§ **TASK**
Read the records and gather each line that includes "none".
Start of EXERCISE DATA
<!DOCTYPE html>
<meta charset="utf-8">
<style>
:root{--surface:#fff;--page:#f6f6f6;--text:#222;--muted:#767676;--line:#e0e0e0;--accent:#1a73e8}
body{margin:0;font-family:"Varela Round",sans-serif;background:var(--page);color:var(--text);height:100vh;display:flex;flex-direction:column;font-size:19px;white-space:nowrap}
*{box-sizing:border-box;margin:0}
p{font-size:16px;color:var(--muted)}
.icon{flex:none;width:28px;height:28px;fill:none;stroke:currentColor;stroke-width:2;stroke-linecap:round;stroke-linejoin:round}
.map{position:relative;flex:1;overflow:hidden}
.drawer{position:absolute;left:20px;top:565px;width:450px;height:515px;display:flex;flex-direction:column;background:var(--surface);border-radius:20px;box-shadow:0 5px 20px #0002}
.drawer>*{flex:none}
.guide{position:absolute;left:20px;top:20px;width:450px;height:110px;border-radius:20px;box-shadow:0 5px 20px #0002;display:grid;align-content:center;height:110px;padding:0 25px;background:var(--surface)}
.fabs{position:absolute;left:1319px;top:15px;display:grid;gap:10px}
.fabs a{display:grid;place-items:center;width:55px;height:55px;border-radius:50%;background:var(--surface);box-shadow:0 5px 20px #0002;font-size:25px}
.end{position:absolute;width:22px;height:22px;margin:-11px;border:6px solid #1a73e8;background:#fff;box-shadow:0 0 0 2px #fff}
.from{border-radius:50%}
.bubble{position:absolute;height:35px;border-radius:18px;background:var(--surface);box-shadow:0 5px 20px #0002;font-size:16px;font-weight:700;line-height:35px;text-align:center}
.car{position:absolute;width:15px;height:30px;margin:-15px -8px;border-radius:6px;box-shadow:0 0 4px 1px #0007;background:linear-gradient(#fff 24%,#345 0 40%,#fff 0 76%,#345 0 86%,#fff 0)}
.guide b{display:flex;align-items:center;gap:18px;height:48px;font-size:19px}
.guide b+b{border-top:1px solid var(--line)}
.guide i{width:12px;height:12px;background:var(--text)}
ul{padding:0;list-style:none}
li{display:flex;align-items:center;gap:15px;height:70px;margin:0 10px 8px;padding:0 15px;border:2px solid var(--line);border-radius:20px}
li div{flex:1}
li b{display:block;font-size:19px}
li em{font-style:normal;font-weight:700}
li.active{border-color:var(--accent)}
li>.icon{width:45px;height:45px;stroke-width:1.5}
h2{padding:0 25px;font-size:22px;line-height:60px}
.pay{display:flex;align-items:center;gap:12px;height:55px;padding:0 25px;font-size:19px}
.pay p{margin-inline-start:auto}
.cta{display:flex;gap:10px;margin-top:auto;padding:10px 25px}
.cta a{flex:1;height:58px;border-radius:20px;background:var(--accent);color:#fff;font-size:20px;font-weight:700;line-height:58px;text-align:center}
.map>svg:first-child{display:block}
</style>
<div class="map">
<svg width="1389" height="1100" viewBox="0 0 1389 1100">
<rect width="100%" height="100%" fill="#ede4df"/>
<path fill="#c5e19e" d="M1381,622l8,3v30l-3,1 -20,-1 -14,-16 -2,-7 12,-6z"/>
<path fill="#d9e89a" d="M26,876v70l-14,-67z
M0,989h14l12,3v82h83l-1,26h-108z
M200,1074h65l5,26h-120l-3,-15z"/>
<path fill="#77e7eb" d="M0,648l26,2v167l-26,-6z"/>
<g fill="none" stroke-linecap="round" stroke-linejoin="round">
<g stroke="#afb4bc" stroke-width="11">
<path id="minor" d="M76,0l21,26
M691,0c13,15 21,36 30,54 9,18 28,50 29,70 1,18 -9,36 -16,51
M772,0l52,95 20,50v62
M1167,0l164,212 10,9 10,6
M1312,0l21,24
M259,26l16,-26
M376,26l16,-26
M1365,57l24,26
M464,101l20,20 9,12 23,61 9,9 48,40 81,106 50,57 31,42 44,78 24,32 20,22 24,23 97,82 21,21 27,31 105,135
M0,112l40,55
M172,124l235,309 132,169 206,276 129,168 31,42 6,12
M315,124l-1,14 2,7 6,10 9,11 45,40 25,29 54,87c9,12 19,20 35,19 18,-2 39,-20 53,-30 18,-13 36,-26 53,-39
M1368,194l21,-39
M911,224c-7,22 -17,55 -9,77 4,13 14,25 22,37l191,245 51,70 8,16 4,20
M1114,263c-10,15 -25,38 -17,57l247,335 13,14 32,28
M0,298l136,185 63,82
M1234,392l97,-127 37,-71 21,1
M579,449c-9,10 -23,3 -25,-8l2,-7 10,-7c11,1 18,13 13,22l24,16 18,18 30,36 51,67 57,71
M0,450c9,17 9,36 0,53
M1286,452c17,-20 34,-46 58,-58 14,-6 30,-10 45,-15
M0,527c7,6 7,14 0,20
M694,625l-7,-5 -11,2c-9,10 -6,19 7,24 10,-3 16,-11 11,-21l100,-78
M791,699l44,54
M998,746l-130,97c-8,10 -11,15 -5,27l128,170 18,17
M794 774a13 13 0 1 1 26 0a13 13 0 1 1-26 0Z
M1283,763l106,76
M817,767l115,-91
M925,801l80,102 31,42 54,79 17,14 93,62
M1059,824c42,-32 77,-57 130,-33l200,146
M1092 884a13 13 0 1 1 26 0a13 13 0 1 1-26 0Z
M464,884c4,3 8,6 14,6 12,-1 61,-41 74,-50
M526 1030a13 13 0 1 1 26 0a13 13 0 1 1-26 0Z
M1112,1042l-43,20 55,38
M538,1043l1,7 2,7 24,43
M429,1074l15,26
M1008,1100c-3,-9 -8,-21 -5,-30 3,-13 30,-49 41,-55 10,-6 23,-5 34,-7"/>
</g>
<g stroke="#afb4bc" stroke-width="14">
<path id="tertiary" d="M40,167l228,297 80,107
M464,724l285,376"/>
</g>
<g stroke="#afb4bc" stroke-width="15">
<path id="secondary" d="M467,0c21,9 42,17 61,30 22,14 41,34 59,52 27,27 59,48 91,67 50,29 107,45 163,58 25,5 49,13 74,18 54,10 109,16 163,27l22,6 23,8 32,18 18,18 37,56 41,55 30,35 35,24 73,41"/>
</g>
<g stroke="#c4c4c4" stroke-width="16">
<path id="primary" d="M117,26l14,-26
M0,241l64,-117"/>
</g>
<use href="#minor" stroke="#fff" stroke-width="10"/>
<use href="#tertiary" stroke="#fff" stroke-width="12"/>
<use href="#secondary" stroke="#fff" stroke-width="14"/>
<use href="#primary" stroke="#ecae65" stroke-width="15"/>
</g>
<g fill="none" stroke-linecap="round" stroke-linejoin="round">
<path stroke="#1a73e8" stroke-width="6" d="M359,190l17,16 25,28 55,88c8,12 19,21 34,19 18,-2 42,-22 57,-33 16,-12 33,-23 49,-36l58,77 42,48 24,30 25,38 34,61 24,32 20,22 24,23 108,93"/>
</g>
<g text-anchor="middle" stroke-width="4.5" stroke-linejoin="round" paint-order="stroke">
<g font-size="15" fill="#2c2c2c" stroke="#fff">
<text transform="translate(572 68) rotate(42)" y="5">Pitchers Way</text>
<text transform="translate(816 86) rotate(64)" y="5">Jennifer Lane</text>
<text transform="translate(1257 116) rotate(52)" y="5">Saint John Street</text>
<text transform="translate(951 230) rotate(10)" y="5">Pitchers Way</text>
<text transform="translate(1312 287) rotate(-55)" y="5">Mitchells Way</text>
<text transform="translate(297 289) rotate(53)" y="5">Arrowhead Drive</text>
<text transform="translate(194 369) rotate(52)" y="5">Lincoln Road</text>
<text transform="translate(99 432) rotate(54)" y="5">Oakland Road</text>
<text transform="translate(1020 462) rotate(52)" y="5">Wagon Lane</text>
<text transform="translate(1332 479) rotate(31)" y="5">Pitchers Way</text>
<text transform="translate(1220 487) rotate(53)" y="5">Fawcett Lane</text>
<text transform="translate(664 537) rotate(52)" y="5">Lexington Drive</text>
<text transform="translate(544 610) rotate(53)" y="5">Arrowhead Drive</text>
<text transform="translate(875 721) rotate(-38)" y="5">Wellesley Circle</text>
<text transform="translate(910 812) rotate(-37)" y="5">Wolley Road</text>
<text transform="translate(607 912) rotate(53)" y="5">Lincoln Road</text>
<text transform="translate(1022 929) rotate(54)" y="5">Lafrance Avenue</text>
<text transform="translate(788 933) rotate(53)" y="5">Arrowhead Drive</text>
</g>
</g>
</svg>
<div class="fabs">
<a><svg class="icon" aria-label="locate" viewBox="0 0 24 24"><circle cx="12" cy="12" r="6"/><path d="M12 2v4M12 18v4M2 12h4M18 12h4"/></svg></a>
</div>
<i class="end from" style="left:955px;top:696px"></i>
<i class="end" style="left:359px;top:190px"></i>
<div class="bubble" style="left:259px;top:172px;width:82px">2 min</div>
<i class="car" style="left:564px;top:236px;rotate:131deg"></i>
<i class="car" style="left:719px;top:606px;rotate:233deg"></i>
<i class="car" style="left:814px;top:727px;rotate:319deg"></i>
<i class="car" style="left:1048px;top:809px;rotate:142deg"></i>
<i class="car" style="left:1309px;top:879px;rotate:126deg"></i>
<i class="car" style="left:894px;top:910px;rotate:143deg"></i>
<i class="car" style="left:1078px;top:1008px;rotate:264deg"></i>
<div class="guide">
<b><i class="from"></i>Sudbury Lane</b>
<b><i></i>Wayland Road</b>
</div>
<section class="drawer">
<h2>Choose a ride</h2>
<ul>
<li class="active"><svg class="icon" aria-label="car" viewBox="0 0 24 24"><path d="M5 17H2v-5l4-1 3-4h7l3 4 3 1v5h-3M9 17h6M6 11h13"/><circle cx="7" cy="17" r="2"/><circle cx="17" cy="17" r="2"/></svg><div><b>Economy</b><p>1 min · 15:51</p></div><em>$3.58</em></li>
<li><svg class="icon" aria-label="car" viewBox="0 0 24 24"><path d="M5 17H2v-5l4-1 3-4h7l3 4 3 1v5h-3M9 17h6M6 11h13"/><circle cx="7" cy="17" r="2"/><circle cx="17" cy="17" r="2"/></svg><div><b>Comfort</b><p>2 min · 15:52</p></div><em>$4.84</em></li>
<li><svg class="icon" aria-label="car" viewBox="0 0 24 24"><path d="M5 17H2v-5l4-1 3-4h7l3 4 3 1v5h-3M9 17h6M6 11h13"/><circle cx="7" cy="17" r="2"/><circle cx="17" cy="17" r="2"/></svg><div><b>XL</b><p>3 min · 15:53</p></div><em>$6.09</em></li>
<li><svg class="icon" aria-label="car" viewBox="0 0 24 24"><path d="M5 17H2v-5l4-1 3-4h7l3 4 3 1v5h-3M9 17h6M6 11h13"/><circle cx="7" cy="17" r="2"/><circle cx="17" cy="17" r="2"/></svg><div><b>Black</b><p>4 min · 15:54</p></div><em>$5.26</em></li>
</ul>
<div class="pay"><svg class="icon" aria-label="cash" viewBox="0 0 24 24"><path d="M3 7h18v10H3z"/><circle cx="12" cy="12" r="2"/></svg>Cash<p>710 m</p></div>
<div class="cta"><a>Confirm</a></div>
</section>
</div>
End of EXERCISE DATA
§ **WRITTEN SOLUTION**
.icon{flex:none;width:28px;height:28px;fill:none;stroke:currentColor;stroke-width:2;stroke-linecap:round;stroke-linejoin:round}
.drawer>*{flex:none}
ul{padding:0;list-style:none}
<g fill="none" stroke-linecap="round" stroke-linejoin="round">
<g fill="none" stroke-linecap="round" stroke-linejoin="round">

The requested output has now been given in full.